Madam, - In his article on the Iraq war (Opinion, March 6th), Tom Wright quoted with approval the words of Kenneth Pollack to the effect that "deterrence and invasion might have been roughly equal", but invasion was better because it removed a real evil from the world.
I think Wright and Pollack are convicted by their own evidence, because in a liberal democratic state, if the cases are equal, then the decision should always be against war. Otherwise, a chauvinistic or belligerent minority can unduly influence a finely balanced decision, and that seems to be exactly what happened in this case.
War usually brings in its wake a flood of evils unseen by those making the decision, so caution is always the better option. It is quite inane of Mr Wright to claim that "the terrorist bubble has burst", since Iraq had no proven connection with Al-Qaeda. It seems to me that terrorism has not diminished since the end of the war. On the contrary, it has markedly increased in Israel, Afghanistan, Turkey, Pakistan, and in Iraq itself.
It is plain that the evil suffered by Iraq is not over, and it will become clear that it was better this war had never been started. - Yours, etc.,
TOBY JOYCE, Balreask Manor, Navan, Co Meath.
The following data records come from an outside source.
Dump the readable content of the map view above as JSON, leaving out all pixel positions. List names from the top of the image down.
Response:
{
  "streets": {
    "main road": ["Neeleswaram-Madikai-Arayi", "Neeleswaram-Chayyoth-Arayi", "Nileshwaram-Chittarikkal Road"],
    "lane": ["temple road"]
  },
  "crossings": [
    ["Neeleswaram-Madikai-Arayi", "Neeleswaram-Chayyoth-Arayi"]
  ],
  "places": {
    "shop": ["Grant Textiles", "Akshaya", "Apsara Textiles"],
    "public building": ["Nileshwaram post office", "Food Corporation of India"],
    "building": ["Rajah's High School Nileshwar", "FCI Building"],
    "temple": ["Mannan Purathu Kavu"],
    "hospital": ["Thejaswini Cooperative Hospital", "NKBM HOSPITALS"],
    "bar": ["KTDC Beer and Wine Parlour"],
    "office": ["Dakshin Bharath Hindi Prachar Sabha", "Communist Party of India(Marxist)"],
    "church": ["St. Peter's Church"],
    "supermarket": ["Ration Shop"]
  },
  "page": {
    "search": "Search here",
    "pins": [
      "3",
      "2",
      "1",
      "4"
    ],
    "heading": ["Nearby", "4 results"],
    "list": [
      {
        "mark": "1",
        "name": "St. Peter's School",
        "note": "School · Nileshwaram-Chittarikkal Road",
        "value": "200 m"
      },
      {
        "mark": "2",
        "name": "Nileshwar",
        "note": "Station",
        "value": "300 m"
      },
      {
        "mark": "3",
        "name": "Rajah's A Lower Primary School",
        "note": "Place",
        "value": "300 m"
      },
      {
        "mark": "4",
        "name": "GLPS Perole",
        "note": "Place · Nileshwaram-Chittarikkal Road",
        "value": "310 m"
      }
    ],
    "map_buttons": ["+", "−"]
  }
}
Madam, - In a Dáil exchange last Tuesday Bertie Ahern indirectly referred to those who marched against the Iraq war as "rent a crowd". He obviously finds it hard to believe that those who marched might have been influenced by moral and ethical principles.
We should not be surprised by that. Mr Ahern, after all, has spent most of his life immersed in post-1960s Fianna Fáil, an organisation singularly lacking in principles of any kind.
In his own political career Mr Ahern has ably demonstrated that the main principle in which he is interested is that of self-preservation. - Yours, etc.,
ALAN McPARTLAND, Rathfarnham, Dublin 16.